**GOAL OF THE EXERCISE**
Take the data from its first line. Print each line exactly until the line containing "position:absolute; left:1696px; top:860px;" has been printed too.

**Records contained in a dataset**
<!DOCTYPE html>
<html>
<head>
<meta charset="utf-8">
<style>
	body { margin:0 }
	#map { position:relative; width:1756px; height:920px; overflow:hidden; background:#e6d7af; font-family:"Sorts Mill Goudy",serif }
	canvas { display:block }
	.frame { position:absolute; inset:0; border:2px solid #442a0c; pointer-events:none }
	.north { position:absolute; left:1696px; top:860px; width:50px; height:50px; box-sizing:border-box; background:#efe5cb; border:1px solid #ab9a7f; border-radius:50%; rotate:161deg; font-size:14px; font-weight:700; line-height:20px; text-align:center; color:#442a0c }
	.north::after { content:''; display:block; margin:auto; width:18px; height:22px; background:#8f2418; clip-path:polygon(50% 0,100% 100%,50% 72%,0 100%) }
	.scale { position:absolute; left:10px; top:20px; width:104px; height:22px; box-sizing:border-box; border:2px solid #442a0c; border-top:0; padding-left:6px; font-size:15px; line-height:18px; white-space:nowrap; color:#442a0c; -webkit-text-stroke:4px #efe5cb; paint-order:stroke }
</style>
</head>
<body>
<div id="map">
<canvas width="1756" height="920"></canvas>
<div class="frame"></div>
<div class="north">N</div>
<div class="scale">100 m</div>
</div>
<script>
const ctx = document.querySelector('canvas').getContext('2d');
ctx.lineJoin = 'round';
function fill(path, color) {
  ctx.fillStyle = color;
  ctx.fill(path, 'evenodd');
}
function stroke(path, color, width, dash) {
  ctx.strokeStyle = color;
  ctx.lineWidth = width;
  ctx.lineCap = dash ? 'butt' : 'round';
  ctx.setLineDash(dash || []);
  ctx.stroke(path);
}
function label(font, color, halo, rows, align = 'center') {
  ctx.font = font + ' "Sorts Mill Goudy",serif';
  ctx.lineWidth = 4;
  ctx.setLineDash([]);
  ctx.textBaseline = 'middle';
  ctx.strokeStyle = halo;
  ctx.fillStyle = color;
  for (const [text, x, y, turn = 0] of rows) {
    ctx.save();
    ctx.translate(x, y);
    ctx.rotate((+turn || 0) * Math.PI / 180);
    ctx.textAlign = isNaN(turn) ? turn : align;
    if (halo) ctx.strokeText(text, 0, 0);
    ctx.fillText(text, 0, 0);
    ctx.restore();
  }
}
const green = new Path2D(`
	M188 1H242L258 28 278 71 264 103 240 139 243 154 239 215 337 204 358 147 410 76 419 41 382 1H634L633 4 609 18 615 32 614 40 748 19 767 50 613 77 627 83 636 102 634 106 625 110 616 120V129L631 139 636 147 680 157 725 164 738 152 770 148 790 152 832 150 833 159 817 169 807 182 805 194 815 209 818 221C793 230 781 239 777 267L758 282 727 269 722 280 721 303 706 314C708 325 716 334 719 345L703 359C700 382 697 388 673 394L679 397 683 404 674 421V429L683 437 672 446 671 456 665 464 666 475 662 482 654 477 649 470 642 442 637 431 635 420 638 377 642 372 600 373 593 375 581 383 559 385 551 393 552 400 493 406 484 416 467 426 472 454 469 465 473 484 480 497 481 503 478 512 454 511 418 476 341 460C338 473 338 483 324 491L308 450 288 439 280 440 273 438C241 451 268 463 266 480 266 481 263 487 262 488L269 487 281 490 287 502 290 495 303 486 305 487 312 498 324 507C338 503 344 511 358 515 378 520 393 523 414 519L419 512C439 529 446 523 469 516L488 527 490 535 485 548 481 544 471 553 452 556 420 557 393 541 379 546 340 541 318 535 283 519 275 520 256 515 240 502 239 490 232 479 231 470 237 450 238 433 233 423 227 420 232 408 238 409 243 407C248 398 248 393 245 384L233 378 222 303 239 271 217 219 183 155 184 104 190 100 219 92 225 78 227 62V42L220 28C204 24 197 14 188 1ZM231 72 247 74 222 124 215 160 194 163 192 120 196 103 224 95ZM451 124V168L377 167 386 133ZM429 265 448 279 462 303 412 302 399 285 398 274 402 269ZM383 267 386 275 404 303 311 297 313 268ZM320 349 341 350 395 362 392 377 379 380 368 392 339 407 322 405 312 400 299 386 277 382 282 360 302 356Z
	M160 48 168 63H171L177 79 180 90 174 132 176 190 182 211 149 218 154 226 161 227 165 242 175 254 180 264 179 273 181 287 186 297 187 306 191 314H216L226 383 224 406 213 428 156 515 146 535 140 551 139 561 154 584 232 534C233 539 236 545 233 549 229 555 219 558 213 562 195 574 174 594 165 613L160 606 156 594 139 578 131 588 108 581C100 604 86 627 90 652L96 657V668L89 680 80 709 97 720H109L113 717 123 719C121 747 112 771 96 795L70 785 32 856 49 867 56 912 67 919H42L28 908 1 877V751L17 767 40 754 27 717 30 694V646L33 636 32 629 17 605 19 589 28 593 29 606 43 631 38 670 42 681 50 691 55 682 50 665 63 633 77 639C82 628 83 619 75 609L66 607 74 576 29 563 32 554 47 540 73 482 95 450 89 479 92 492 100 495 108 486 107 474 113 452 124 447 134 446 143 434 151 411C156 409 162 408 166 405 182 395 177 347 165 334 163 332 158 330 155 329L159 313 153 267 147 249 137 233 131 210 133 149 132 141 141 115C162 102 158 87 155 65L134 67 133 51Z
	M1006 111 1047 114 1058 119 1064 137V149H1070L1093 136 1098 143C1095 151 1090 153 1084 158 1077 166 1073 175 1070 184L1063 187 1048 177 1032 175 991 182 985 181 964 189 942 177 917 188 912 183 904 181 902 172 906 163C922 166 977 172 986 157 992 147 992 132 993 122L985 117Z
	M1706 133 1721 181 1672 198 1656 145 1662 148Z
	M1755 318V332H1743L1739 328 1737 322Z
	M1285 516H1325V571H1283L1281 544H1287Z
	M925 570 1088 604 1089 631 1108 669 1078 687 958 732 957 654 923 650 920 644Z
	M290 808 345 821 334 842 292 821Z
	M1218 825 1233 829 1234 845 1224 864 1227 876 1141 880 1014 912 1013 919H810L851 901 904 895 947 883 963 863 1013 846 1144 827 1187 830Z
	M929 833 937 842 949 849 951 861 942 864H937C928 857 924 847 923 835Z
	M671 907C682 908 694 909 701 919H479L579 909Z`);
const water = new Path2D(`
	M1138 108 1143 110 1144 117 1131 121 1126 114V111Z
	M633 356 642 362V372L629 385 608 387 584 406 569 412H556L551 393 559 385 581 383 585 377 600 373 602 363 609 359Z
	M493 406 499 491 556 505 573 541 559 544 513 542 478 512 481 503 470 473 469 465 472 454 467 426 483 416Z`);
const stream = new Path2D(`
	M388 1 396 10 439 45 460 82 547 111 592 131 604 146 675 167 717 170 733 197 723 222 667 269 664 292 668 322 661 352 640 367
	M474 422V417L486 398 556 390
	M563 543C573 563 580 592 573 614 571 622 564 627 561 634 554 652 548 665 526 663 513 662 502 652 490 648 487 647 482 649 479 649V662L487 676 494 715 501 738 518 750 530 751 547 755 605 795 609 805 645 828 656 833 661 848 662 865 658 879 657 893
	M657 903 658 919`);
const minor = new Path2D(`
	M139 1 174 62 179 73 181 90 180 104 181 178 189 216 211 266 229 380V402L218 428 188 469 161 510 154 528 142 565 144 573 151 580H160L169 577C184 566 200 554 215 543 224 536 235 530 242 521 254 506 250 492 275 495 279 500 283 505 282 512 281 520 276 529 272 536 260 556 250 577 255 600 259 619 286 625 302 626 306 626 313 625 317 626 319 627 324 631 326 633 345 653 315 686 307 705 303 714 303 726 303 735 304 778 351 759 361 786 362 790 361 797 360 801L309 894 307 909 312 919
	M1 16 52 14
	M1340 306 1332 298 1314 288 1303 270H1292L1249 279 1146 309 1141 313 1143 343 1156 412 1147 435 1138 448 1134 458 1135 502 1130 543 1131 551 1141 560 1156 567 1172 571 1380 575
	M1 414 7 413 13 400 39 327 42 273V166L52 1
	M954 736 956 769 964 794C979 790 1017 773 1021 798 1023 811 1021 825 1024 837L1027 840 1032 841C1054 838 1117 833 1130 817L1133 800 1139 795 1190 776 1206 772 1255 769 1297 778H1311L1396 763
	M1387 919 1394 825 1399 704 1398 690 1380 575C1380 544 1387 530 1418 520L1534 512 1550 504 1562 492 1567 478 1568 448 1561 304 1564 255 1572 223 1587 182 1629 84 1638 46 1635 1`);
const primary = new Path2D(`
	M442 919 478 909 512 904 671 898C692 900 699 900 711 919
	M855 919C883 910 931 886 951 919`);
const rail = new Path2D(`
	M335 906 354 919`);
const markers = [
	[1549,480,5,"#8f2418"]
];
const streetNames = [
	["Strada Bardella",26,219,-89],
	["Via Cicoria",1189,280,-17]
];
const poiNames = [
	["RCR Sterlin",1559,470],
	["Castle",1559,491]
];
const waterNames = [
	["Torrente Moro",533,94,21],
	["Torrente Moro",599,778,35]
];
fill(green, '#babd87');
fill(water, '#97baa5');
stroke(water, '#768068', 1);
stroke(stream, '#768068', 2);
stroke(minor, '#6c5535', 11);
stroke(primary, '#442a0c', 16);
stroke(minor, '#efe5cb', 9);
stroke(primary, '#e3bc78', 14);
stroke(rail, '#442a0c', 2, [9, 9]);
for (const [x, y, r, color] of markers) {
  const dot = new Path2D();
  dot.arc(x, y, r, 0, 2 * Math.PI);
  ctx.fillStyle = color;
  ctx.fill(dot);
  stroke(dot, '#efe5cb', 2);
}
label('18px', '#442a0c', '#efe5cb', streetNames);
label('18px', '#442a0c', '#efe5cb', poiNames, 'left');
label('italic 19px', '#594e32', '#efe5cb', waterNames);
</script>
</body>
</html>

**RESULT FOR THIS TASK**
<!DOCTYPE html>
<html>
<head>
<meta charset="utf-8">
<style>
	body { margin:0 }
	#map { position:relative; width:1756px; height:920px; overflow:hidden; background:#e6d7af; font-family:"Sorts Mill Goudy",serif }
	canvas { display:block }
	.frame { position:absolute; inset:0; border:2px solid #442a0c; pointer-events:none }
	.north { position:absolute; left:1696px; top:860px; width:50px; height:50px; box-sizing:border-box; background:#efe5cb; border:1px solid #ab9a7f; border-radius:50%; rotate:161deg; font-size:14px; font-weight:700; line-height:20px; text-align:center; color:#442a0c }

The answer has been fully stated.